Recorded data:

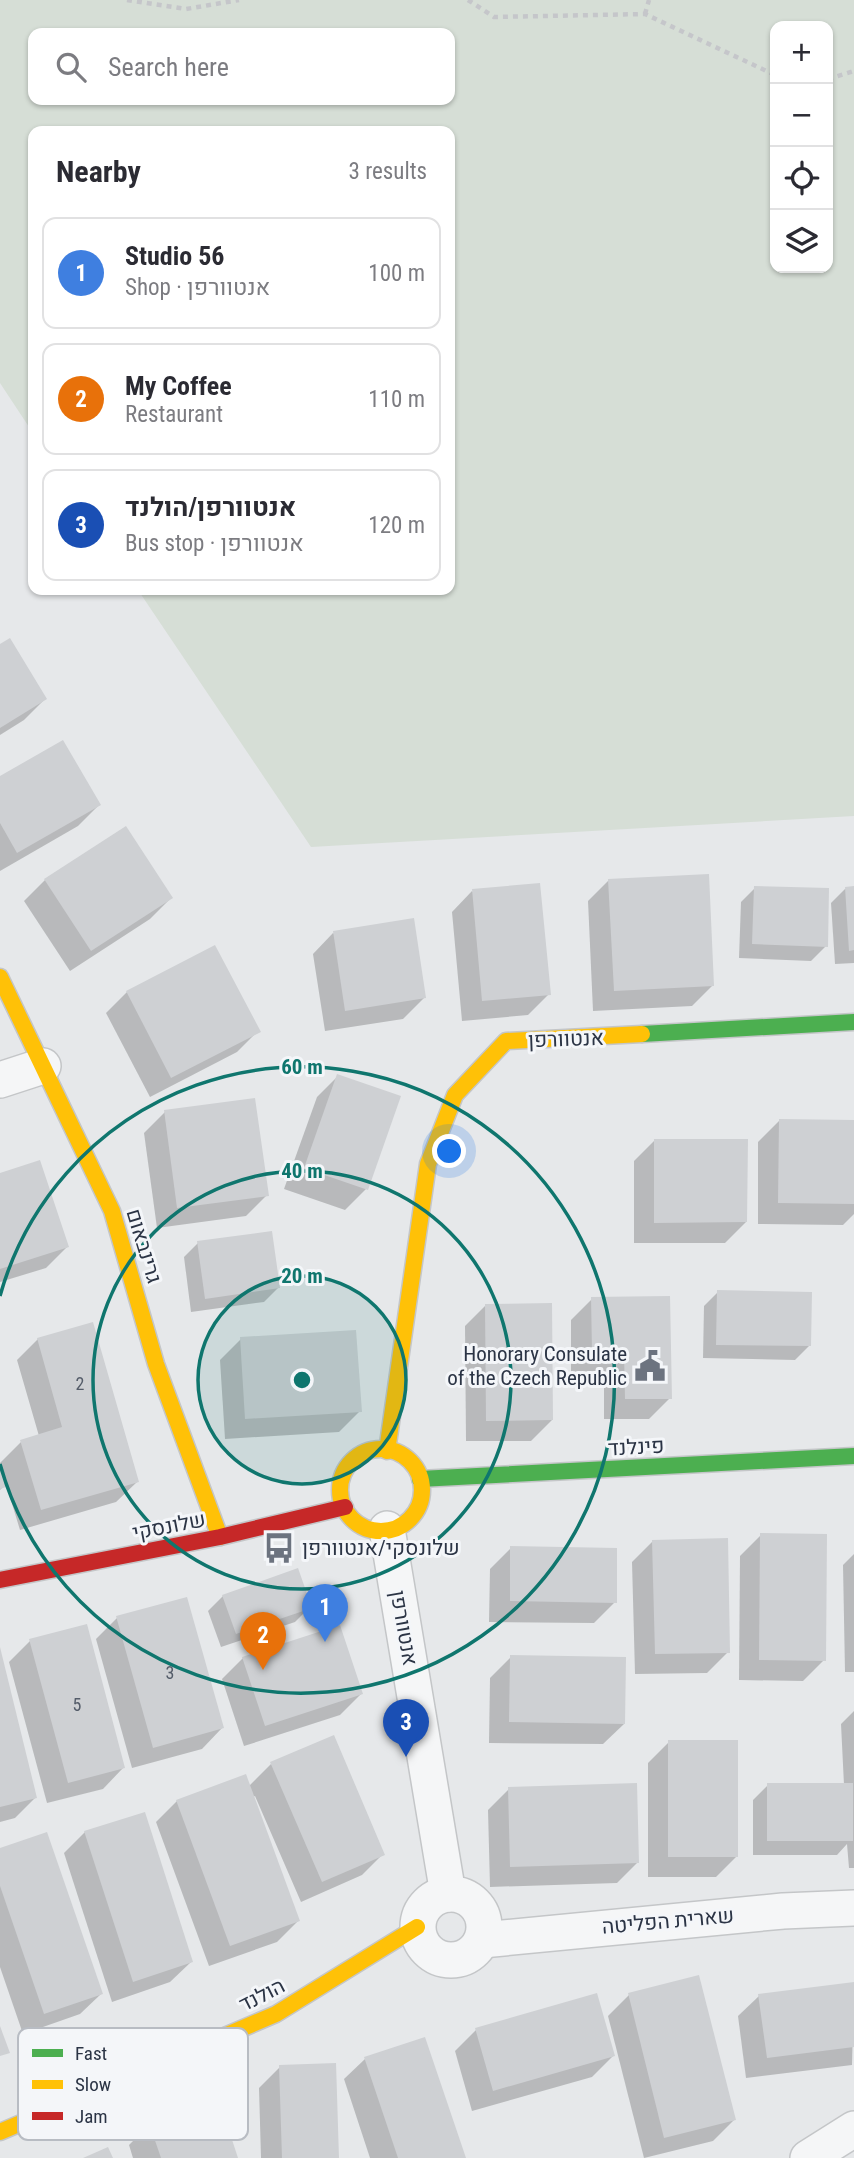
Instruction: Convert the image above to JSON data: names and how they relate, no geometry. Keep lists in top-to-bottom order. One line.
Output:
{"streets":{"street":["אנטוורפן","גרינבאום","פינלנד","שלונסקי","שארית הפליטה","הולנד"]},"crossings":[["אנטוורפן","פינלנד"],["אנטוורפן","שלונסקי"],["אנטוורפן","שארית הפליטה"],["אנטוורפן","הולנד"],["גרינבאום","שלונסקי"],["פינלנד","שלונסקי"],["שארית הפליטה","הולנד"]],"places":{"public building":["Honorary Consulate of the Czech Republic"],"bus stop":["שלונסקי/אנטוורפן"]},"house_numbers":["2","3","5"],"legend":["Fast","Slow","Jam"],"page":{"map_buttons":["+","−"],"search":"Search here","heading":["Nearby","3 results"],"list":[{"mark":"1","name":"Studio 56","note":"Shop · אנטוורפן","value":"100 m"},{"mark":"2","name":"My Coffee","note":"Restaurant","value":"110 m"},{"mark":"3","name":"אנטוורפן/הולנד","note":"Bus stop · אנטוורפן","value":"120 m"}],"pins":["1","2","3"]},"rings":["60 m","40 m","20 m"]}
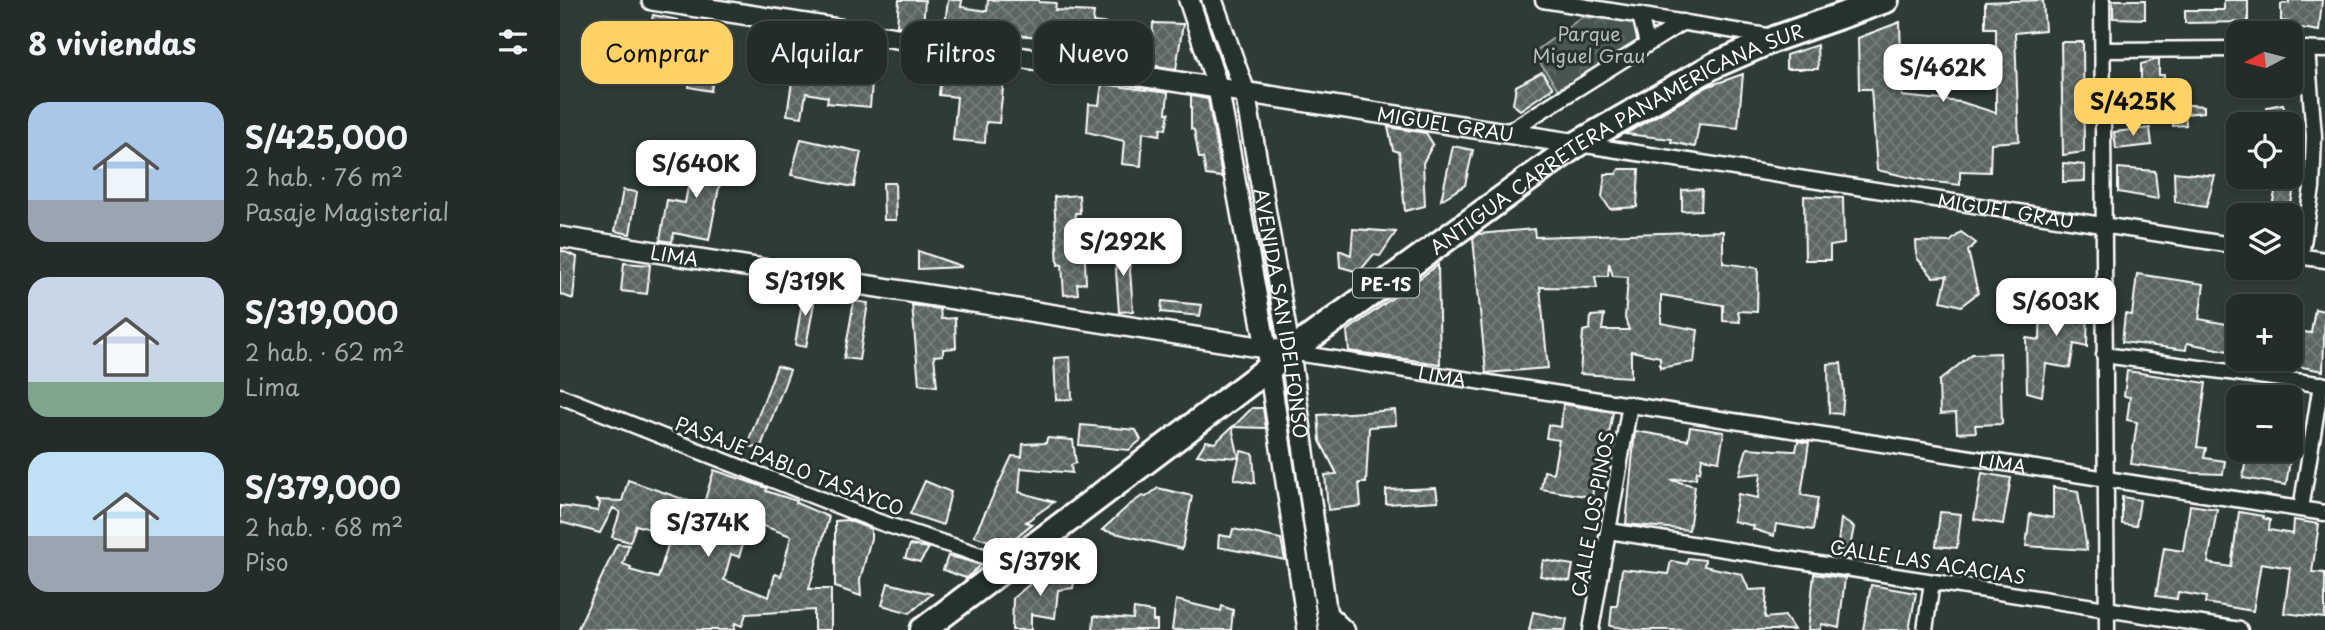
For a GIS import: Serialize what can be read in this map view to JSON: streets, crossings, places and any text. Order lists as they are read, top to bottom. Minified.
{"streets":{"highway":["ANTIGUA CARRETERA PANAMERICANA SUR","PE-1S"],"main road":["MIGUEL GRAU","LIMA","AVENIDA SAN IDELFONSO"],"street":["PASAJE PABLO TASAYCO","CALLE LOS PINOS","CALLE LAS ACACIAS"]},"crossings":[["MIGUEL GRAU","ANTIGUA CARRETERA PANAMERICANA SUR"],["MIGUEL GRAU","AVENIDA SAN IDELFONSO"],["ANTIGUA CARRETERA PANAMERICANA SUR","LIMA"],["ANTIGUA CARRETERA PANAMERICANA SUR","AVENIDA SAN IDELFONSO"],["ANTIGUA CARRETERA PANAMERICANA SUR","PASAJE PABLO TASAYCO"],["LIMA","AVENIDA SAN IDELFONSO"],["LIMA","CALLE LOS PINOS"],["CALLE LOS PINOS","CALLE LAS ACACIAS"]],"parks":["Parque Miguel Grau"],"north":"left","page":{"heading":"8 viviendas","map_buttons":["+","−"],"chip":["Comprar","Alquilar","Filtros","Nuevo"],"price":["S/462K","S/425K","S/640K","S/292K","S/319K","S/603K","S/374K","S/379K"],"list":[{"name":"S/425,000","note":"2 hab. · 76 m² · Pasaje Magisterial"},{"name":"S/319,000","note":"2 hab. · 62 m² · Lima"},{"name":"S/379,000","note":"2 hab. · 68 m² · Piso"}]}}
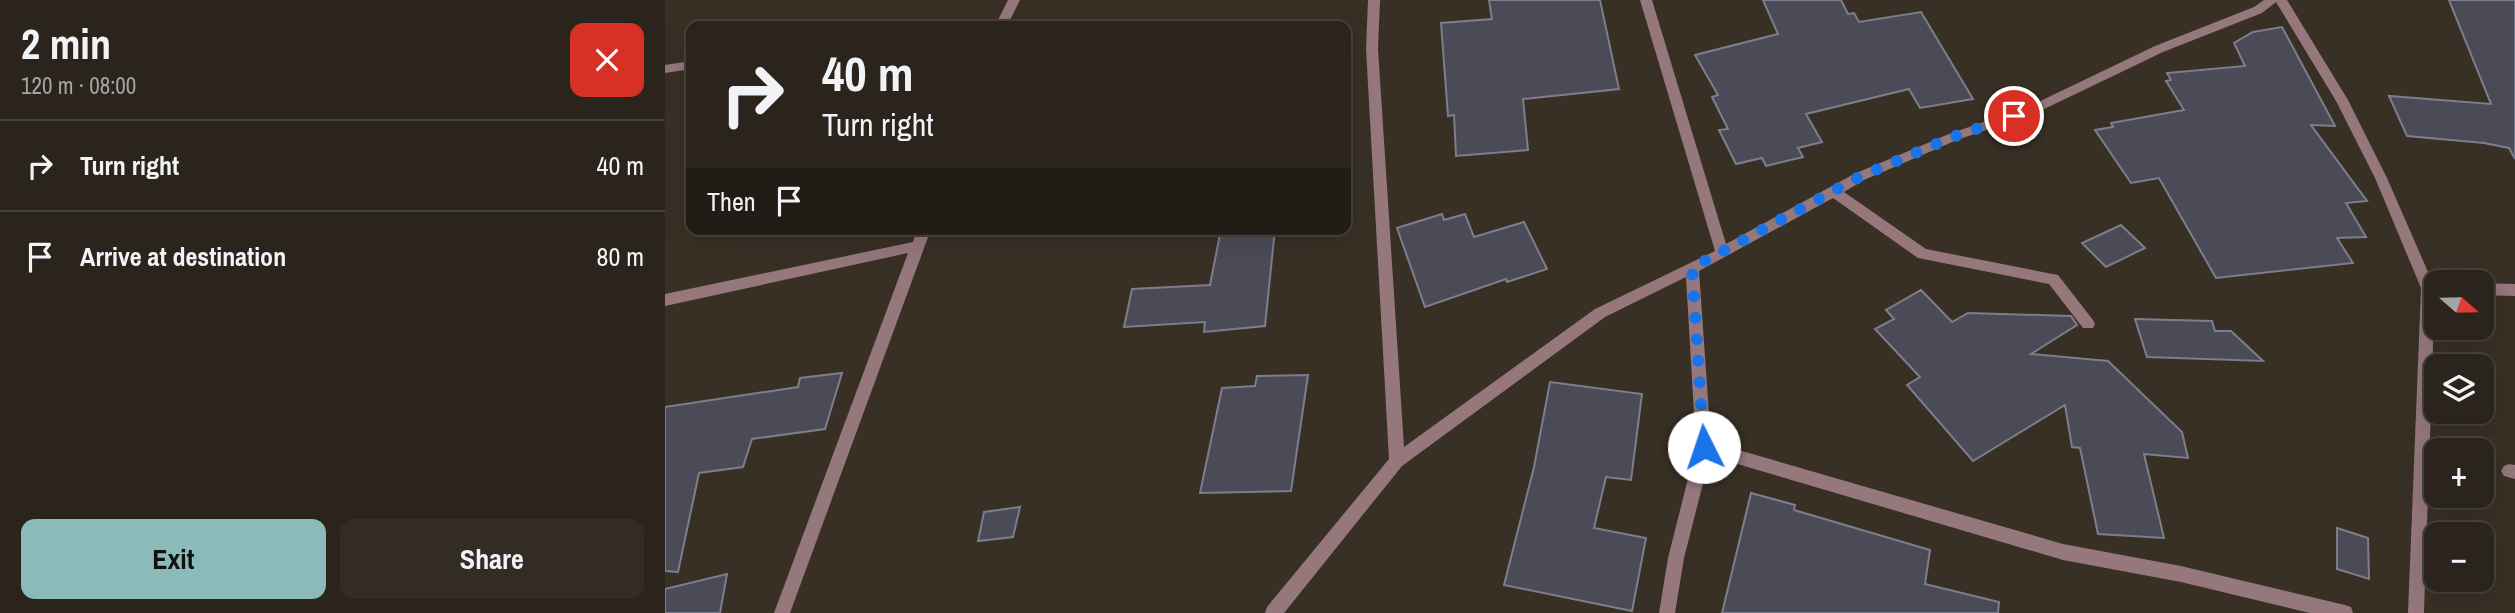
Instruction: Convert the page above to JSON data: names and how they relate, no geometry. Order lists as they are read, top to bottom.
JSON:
{
  "north": "right",
  "page": {
    "heading": ["2 min", "120 m · 08:00"],
    "turn": ["40 m", "Turn right"],
    "list": [
      {
        "name": "Turn right",
        "value": "40 m"
      },
      {
        "name": "Arrive at destination",
        "value": "80 m"
      }
    ],
    "then": "Then",
    "map_buttons": ["+", "−"],
    "buttons": ["Exit", "Share"]
  }
}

◆ Work instructions ◆
The records above need retyping in full. Omit the pictures, and change nothing else.

◆ Response area ◆
Instruction: Convert the image above to JSON data: names and how they relate, no geometry. Keep lists in top-to-bottom order. One line.
Output:
{"streets":{"street":["אנטוורפן","גרינבאום","פינלנד","שלונסקי","שארית הפליטה","הולנד"]},"crossings":[["אנטוורפן","פינלנד"],["אנטוורפן","שלונסקי"],["אנטוורפן","שארית הפליטה"],["אנטוורפן","הולנד"],["גרינבאום","שלונסקי"],["פינלנד","שלונסקי"],["שארית הפליטה","הולנד"]],"places":{"public building":["Honorary Consulate of the Czech Republic"],"bus stop":["שלונסקי/אנטוורפן"]},"house_numbers":["2","3","5"],"legend":["Fast","Slow","Jam"],"page":{"map_buttons":["+","−"],"search":"Search here","heading":["Nearby","3 results"],"list":[{"mark":"1","name":"Studio 56","note":"Shop · אנטוורפן","value":"100 m"},{"mark":"2","name":"My Coffee","note":"Restaurant","value":"110 m"},{"mark":"3","name":"אנטוורפן/הולנד","note":"Bus stop · אנטוורפן","value":"120 m"}],"pins":["1","2","3"]},"rings":["60 m","40 m","20 m"]}
For a GIS import: Serialize what can be read in this map view to JSON: streets, crossings, places and any text. Order lists as they are read, top to bottom. Minified.
{"streets":{"highway":["ANTIGUA CARRETERA PANAMERICANA SUR","PE-1S"],"main road":["MIGUEL GRAU","LIMA","AVENIDA SAN IDELFONSO"],"street":["PASAJE PABLO TASAYCO","CALLE LOS PINOS","CALLE LAS ACACIAS"]},"crossings":[["MIGUEL GRAU","ANTIGUA CARRETERA PANAMERICANA SUR"],["MIGUEL GRAU","AVENIDA SAN IDELFONSO"],["ANTIGUA CARRETERA PANAMERICANA SUR","LIMA"],["ANTIGUA CARRETERA PANAMERICANA SUR","AVENIDA SAN IDELFONSO"],["ANTIGUA CARRETERA PANAMERICANA SUR","PASAJE PABLO TASAYCO"],["LIMA","AVENIDA SAN IDELFONSO"],["LIMA","CALLE LOS PINOS"],["CALLE LOS PINOS","CALLE LAS ACACIAS"]],"parks":["Parque Miguel Grau"],"north":"left","page":{"heading":"8 viviendas","map_buttons":["+","−"],"chip":["Comprar","Alquilar","Filtros","Nuevo"],"price":["S/462K","S/425K","S/640K","S/292K","S/319K","S/603K","S/374K","S/379K"],"list":[{"name":"S/425,000","note":"2 hab. · 76 m² · Pasaje Magisterial"},{"name":"S/319,000","note":"2 hab. · 62 m² · Lima"},{"name":"S/379,000","note":"2 hab. · 68 m² · Piso"}]}}
Instruction: Convert the page above to JSON data: names and how they relate, no geometry. Order lists as they are read, top to bottom.
JSON:
{
  "north": "right",
  "page": {
    "heading": ["2 min", "120 m · 08:00"],
    "turn": ["40 m", "Turn right"],
    "list": [
      {
        "name": "Turn right",
        "value": "40 m"
      },
      {
        "name": "Arrive at destination",
        "value": "80 m"
      }
    ],
    "then": "Then",
    "map_buttons": ["+", "−"],
    "buttons": ["Exit", "Share"]
  }
}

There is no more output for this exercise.